§ **Work item**:
The number of lines holding "green" in the listing below is all you should give.

§ **Data listing**:
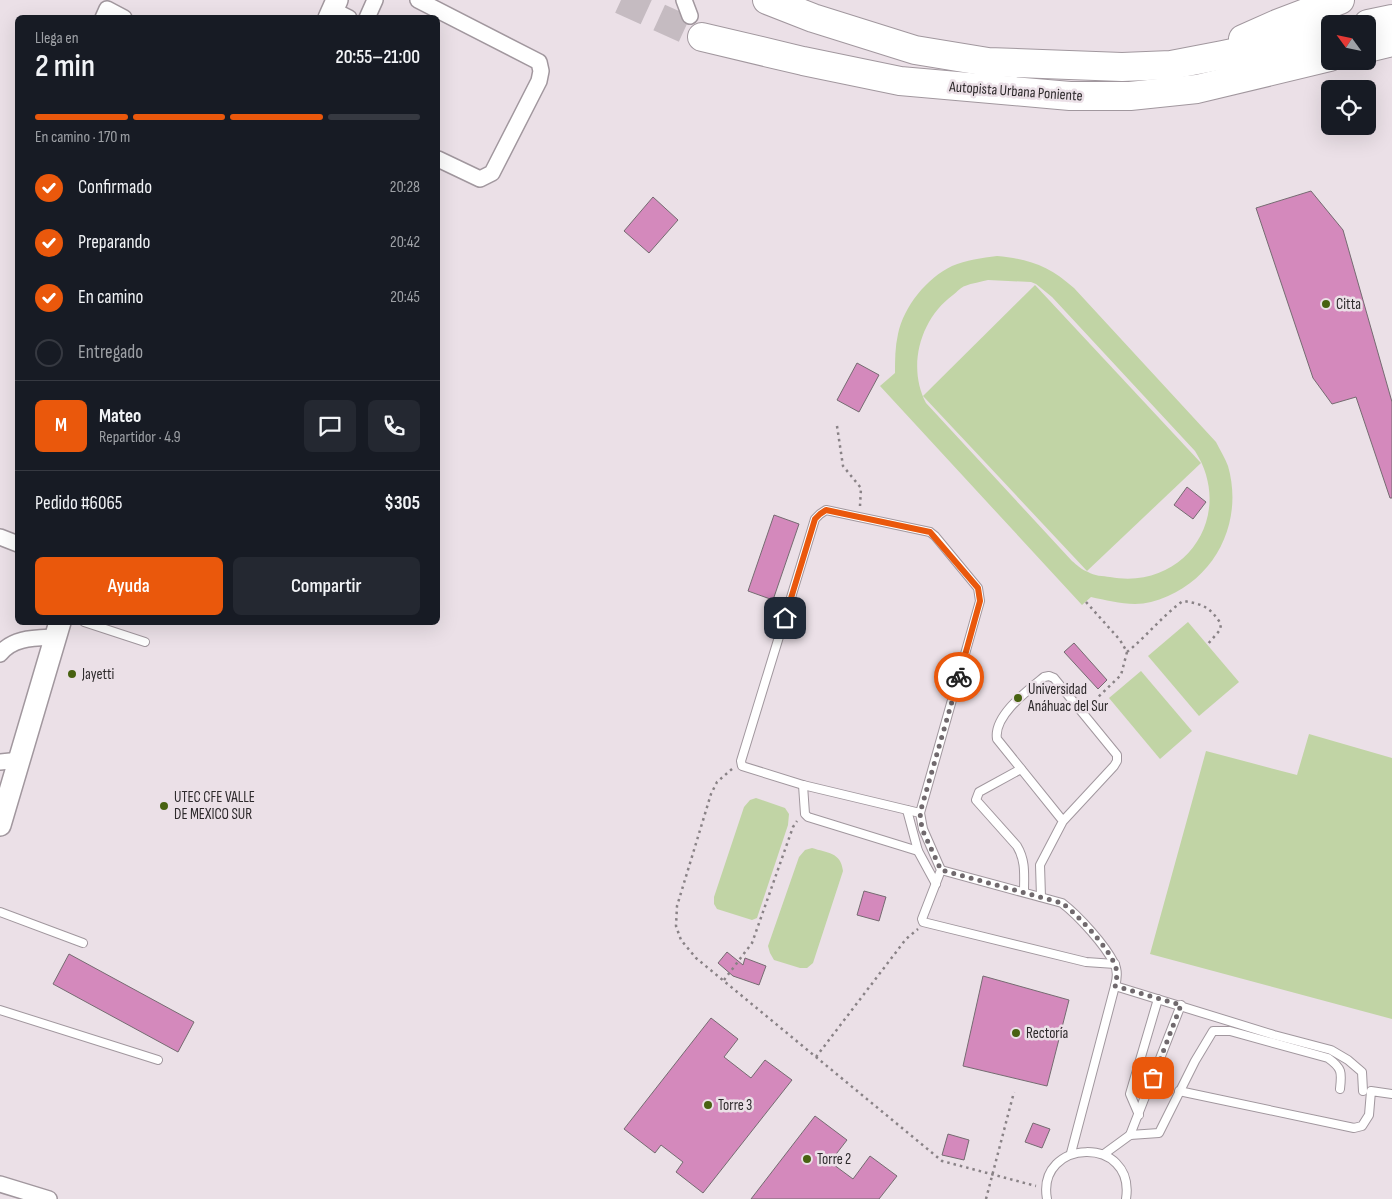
<!DOCTYPE html>
<html lang="es">
<meta charset="utf-8">
<style>
body{margin:0;font-family:"Sofia Sans Condensed",sans-serif;background:#242831;color:#f1f3f6;height:100vh;display:flex;flex-direction:column;font-size:19px;white-space:nowrap}
*{box-sizing:border-box;margin:0}
p{font-size:16px;color:#9ea1a6}
.icon{flex:none;width:28px;height:28px;fill:none;stroke:currentColor;stroke-width:2;stroke-linecap:round;stroke-linejoin:round}
.map{position:relative;flex:1;overflow:hidden}
.sheet{position:absolute;left:15px;top:15px;width:425px;height:610px;display:flex;flex-direction:column;background:#171b24;border-radius:8px;box-shadow:0 5px 20px #0002}
.sheet>*{flex:none}
.needle{width:32px;rotate:303deg}
.tools{position:absolute;left:1321px;top:15px;display:grid;gap:10px}
.tools a{display:grid;place-items:center;width:55px;height:55px;border-radius:8px;background:#171b24;box-shadow:0 5px 20px #0002;font-size:25px}
.pin{position:absolute;display:grid;place-items:center;width:42px;height:42px;color:#fff;margin:-21px;border-radius:10px;box-shadow:0 2px 8px #0006}
.courier{position:absolute;display:grid;place-items:center;width:50px;height:50px;margin:-25px;border:4px solid #ea580c;border-radius:50%;background:#fff;color:#222;box-shadow:0 1px 6px #0007}
.headline em{font-style:normal;font-weight:600}
.headline div{display:flex;flex-direction:column-reverse}
.headline{display:flex;align-items:center;justify-content:space-between;height:85px;padding:0 20px}
h1{font-size:32px;font-weight:600;line-height:38px}
.bar{display:grid;grid-template-columns:repeat(4,1fr);gap:8px 5px;align-content:center;height:60px;padding:0 20px}
.bar i{height:6px;border-radius:4px;background:#363941}
.bar .selected{background:#ea580c}
.bar p{grid-column:span 4}
.line{display:flex;align-items:center;gap:12px;padding:0 20px;border-top:1px solid #363941}
.line div{flex:1}
.round{display:grid;place-items:center;flex:none;width:52px;height:52px;border-radius:8px;background:#242831}
ol{padding:0 20px;list-style:none}
li{display:flex;align-items:center;gap:15px;height:55px}
li p{margin-inline-start:auto}
li .icon{padding:5px;border-radius:50%;background:#ea580c;color:#fff;stroke-width:4}
li:last-child{color:#9ea1a6}
li i{width:28px;height:28px;border:2px solid #363941;border-radius:50%}
.action{display:flex;gap:10px;margin-top:auto;padding:10px 20px}
.action a{flex:1;height:58px;border-radius:8px;background:#ea580c;color:#fff;font-size:20px;font-weight:600;line-height:58px;text-align:center}
.action a+a{background:#242831;color:#f1f3f6}
.map>svg:first-child{display:block}
.green{fill:#c1d4a5;fill-rule:evenodd}
.building{fill:#d489bc;stroke:#756b71}
.lines{fill:none;stroke-linecap:round;stroke-linejoin:round}
.motorway-tunnel{stroke:#c5bbc1;stroke-width:28;stroke-dasharray:28 14;stroke-linecap:butt}
.service-casing{stroke:#a1979e;stroke-width:10}
.minor-casing{stroke:#a1979e;stroke-width:18}
.secondary-casing{stroke:#a1979e;stroke-width:24}
.motorway-casing{stroke:#a1979e;stroke-width:30}
.path{stroke:#898286;stroke-width:2.5;stroke-dasharray:2.5 4;stroke-linecap:butt}
.service{stroke:#fff;stroke-width:8}
.minor{stroke:#fff;stroke-width:15}
.secondary{stroke:#fff;stroke-width:21}
.motorway{stroke:#fff;stroke-width:28}
.done{stroke:#70696d;stroke-width:5;stroke-dasharray:0 9}
.route{stroke:#ea580c;stroke-width:6}
.poi-dot{fill:#486211;stroke:#ebe0e7;stroke-width:2}
.labels{text-anchor:middle;stroke-width:5;stroke-linejoin:round;paint-order:stroke}
.street-label{font-size:15px;fill:#2d292b;stroke:#ebe0e7}
.poi-label{font-size:15px;fill:#2d292b;stroke:#ebe0e7;text-anchor:start}
</style>
<div class="map">
<svg width="1392" height="1199" viewBox="0 0 1392 1199">
<rect width="100%" height="100%" fill="#ebe0e7"/>
<!-- green -->
<g class="green">
<path d="M997,256C1030,259 1049,266 1074,288L1216,442C1220,450 1225,458 1228,466C1245,525 1212,586 1151,602C1132,607 1110,601 1091,597L1082,605L880,386L895,373C895,360 895,347 898,334C904,306 927,278 952,266C966,260 982,258 997,256ZM988,280L1031,282L1036,284L1052,297L1195,451C1236,515 1185,591 1110,577C1103,576 1094,576 1088,572C1082,570 1077,565 1072,561L926,403C907,367 920,319 953,295C957,292 961,287 965,286C972,283 981,282 988,280Z"/>
<path d="M1035,285L1201,463L1087,571L923,396Z"/>
<path d="M1188,622L1239,682L1199,716L1148,656Z"/>
<path d="M1141,671L1192,731L1160,759L1109,698Z"/>
<path d="M1309,734L1392,758V1019L1150,954L1206,751L1297,775Z"/>
<path d="M756,798L785,808L789,814L788,825L757,918L752,920L717,909L714,904V897L744,807L750,800Z"/>
<path d="M812,848C827,853 841,852 843,871L813,963L807,968H800L774,960L770,953L768,946L799,857L805,850Z"/>
</g>
<!-- building -->
<g class="building">
<path d="M1311,191L1343,230L1392,402V498H1390L1356,397L1332,404L1313,378L1256,208Z"/>
<path d="M653,197L678,220L649,253L624,231Z"/>
<path d="M857,363L879,375L859,412L837,400Z"/>
<path d="M1187,487L1206,502L1193,519L1174,505Z"/>
<path d="M774,515L799,524L773,600L748,591Z"/>
<path d="M1074,643L1107,680L1098,689L1064,652Z"/>
<path d="M864,891L886,897L879,921L857,915Z"/>
<path d="M727,952L743,965L745,958L766,966L759,985L733,976L718,963Z"/>
<path d="M69,954L194,1022L178,1052L53,984Z"/>
<path d="M983,976L1069,1000L1047,1086L963,1066Z"/>
<path d="M711,1018L738,1039L724,1057L751,1078L765,1060L792,1080L703,1193L676,1172L683,1162L661,1145L655,1153L624,1129Z"/>
<path d="M815,1116L847,1140L830,1162L853,1179L870,1156L897,1176L879,1199H751Z"/>
<path d="M1033,1123L1050,1129L1042,1148L1025,1142Z"/>
<path d="M948,1134L969,1140L964,1160L942,1155Z"/>
</g>
<g class="lines">
<!-- motorway-tunnel -->
<path class="motorway-tunnel" d="M621,0L702,37"/>
<!-- service casing -->
<g class="service-casing">
<g id="service">
<path d="M84,622L145,642"/>
<path d="M1021,769L979,792L976,800L1017,846C1026,861 1024,875 1024,892"/>
<path d="M803,785L805,814L808,817L918,851"/>
<path d="M907,810L918,851L936,884"/>
<path d="M920,813L803,785L742,766L741,761L815,519L820,514L826,510L930,532L935,536L978,588L980,601L920,813L923,829L941,870L922,919L923,922L1086,962L1115,964"/>
<path d="M941,870L1062,903C1079,916 1105,945 1114,963C1118,970 1117,979 1115,986L1071,1153"/>
<path d="M1041,897L1040,865L1063,821L1114,766L1117,761V755L1054,678L1049,676L1044,677C1028,690 993,716 997,739L1063,821"/>
<path d="M0,912L83,943"/>
<path d="M1115,986L1274,1035L1331,1050L1348,1060L1362,1072L1363,1091"/>
<path d="M0,1010L158,1060"/>
<path d="M1179,1091L1354,1128L1362,1126L1369,1115L1371,1091L1392,1094"/>
<path d="M1139,1115L1130,1094L1158,999"/>
<path d="M1130,1135L1181,1005"/>
<path d="M1104,1154L1130,1135L1159,1133L1195,1061L1213,1031H1230L1328,1058C1342,1068 1342,1072 1340,1089"/>
<path d="M1047,1199C1036,1138 1136,1135 1126,1199"/>
</g>
</g>
<!-- minor casing -->
<g class="minor-casing">
<g id="minor">
<path d="M418,0L539,62L541,71L539,81L492,173L480,179L438,159"/>
<path d="M684,0L690,16"/>
<path d="M333,10L349,18"/>
<path d="M103,18L107,9L124,18"/>
<path d="M367,18L375,0"/>
<path d="M0,537L18,544"/>
<path d="M0,654C13,637 36,638 55,637"/>
<path d="M0,762L20,760"/>
<path d="M0,1184L49,1199"/>
</g>
</g>
<!-- secondary casing -->
<g class="secondary-casing">
<g id="secondary">
<path d="M329,18L337,0"/>
<path d="M0,825L60,622"/>
</g>
</g>
<!-- motorway casing -->
<g class="motorway-casing">
<g id="motorway">
<path d="M767,0L813,18L915,50L988,62L1122,67L1171,65L1223,55L1330,32"/>
<path d="M1368,24L1392,19"/>
<path d="M702,37L803,61L900,81L1070,96H1130L1197,89L1330,57"/>
<path d="M1243,39L1279,23L1340,0"/>
<path d="M1368,48L1392,42"/>
</g>
</g>
<!-- path -->
<g class="path">
<path d="M837,426L843,466L861,488L860,506"/>
<path d="M1086,602L1120,640L1127,652L1121,675L1089,706"/>
<path d="M1127,652C1147,636 1162,616 1183,601C1203,604 1210,607 1221,624L1220,630L1207,645"/>
<path d="M732,769L717,782L711,794L677,906L676,926L681,940L696,958L942,1161L1036,1186"/>
<path d="M724,980L752,943L793,827L797,821"/>
<path d="M816,1057L906,939L918,929"/>
<path d="M986,1199L1014,1092"/>
</g>
<!-- service -->
<use href="#service" class="service"/>
<!-- minor -->
<use href="#minor" class="minor"/>
<!-- secondary -->
<use href="#secondary" class="secondary"/>
<!-- motorway -->
<use href="#motorway" class="motorway"/>
</g>
<g class="lines">
<!-- done -->
<path class="done" d="M959,677L920,813L922,829L941,870L1062,903C1078,915 1106,945 1114,963C1118,970 1117,979 1115,986L1181,1005L1153,1078"/>
<!-- route -->
<path class="route" d="M785,618L815,519L820,514L826,510L930,532L978,588L980,601L959,677"/>
</g>
<!-- markers -->
<g class="poi-dot">
<circle cx="1326" cy="304" r="5"/>
<circle cx="72" cy="674" r="5"/>
<circle cx="1018" cy="698" r="5"/>
<circle cx="164" cy="806" r="5"/>
<circle cx="1016" cy="1033" r="5"/>
<circle cx="708" cy="1105" r="5"/>
<circle cx="807" cy="1159" r="5"/>
</g>
<g class="labels">
<!-- street labels -->
<g class="street-label">
<text transform="translate(1016 91) rotate(4)" y="5">Autopista Urbana Poniente</text>
</g>
<!-- poi labels -->
<g class="poi-label">
<text x="1336" y="309">Citta</text>
<text x="82" y="679">Jayetti</text>
<text x="1028" y="694">Universidad<tspan x="1028" dy="17">Anáhuac del Sur</tspan></text>
<text x="174" y="802">UTEC CFE VALLE<tspan x="174" dy="17">DE MEXICO SUR</tspan></text>
<text x="1026" y="1038">Rectoría</text>
<text x="718" y="1110">Torre 3</text>
<text x="817" y="1164">Torre 2</text>
</g>
</g>
</svg>
<div class="tools">
<a><svg class="needle" viewBox="-14 -14 28 28"><path d="M0-13l5 13h-10z" fill="#e53935"/><path d="M0 13l5-13h-10z" fill="#9ea1a6"/></svg></a>
<a><svg class="icon" aria-label="locate" viewBox="0 0 24 24"><circle cx="12" cy="12" r="6"/><path d="M12 2v4M12 18v4M2 12h4M18 12h4"/></svg></a>
</div>
<div class="pin" style="left:1153px;top:1078px;background:#ea580c"><svg class="icon" aria-label="bag" viewBox="0 0 24 24"><path d="M5 8h14l-1 12H6zM9 8a3 3 0 0 1 6 0"/></svg></div>
<div class="pin" style="left:785px;top:618px;background:#1f2937"><svg class="icon" aria-label="home" viewBox="0 0 24 24"><path d="M3 11l9-7 9 7M6 9v11h12V9"/></svg></div>
<div class="courier" style="left:959px;top:677px"><svg class="icon" aria-label="bike" viewBox="0 0 24 24"><circle cx="6" cy="16" r="4"/><circle cx="18" cy="16" r="4"/><path d="M6 16l4-8h5l3 8M10 8l3 8H6M13 5h3"/></svg></div>
<section class="sheet">
<div class="headline"><div><h1>2 min</h1><p>Llega en</p></div><em>20:55–21:00</em></div>
<div class="bar"><i class="selected"></i><i class="selected"></i><i class="selected"></i><i></i><p>En camino · 170 m</p></div>
<ol>
<li><svg class="icon" aria-label="check" viewBox="0 0 24 24"><path d="M5 12l5 5 9-10"/></svg>Confirmado<p>20:28</p></li>
<li><svg class="icon" aria-label="check" viewBox="0 0 24 24"><path d="M5 12l5 5 9-10"/></svg>Preparando<p>20:42</p></li>
<li><svg class="icon" aria-label="check" viewBox="0 0 24 24"><path d="M5 12l5 5 9-10"/></svg>En camino<p>20:45</p></li>
<li><i></i>Entregado</li>
</ol>
<div class="line" style="height:90px"><b class="round" style="background:#ea580c;color:#fff">M</b><div><b>Mateo</b><p>Repartidor · 4.9</p></div><a class="round"><svg class="icon" aria-label="chat" viewBox="0 0 24 24"><path d="M4 5h16v11H9l-5 4z"/></svg></a><a class="round"><svg class="icon" aria-label="phone" viewBox="0 0 24 24"><path d="M5 4h4l2 5-3 2q2 4 5 5l2-3 5 2v4C11 20 4 13 5 4z"/></svg></a></div>
<div class="line" style="height:65px"><div>Pedido #6065</div><b>$305</b></div>
<div class="action"><a>Ayuda</a><a>Compartir</a></div>
</section>
</div>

§ **Result of this exercise**:
3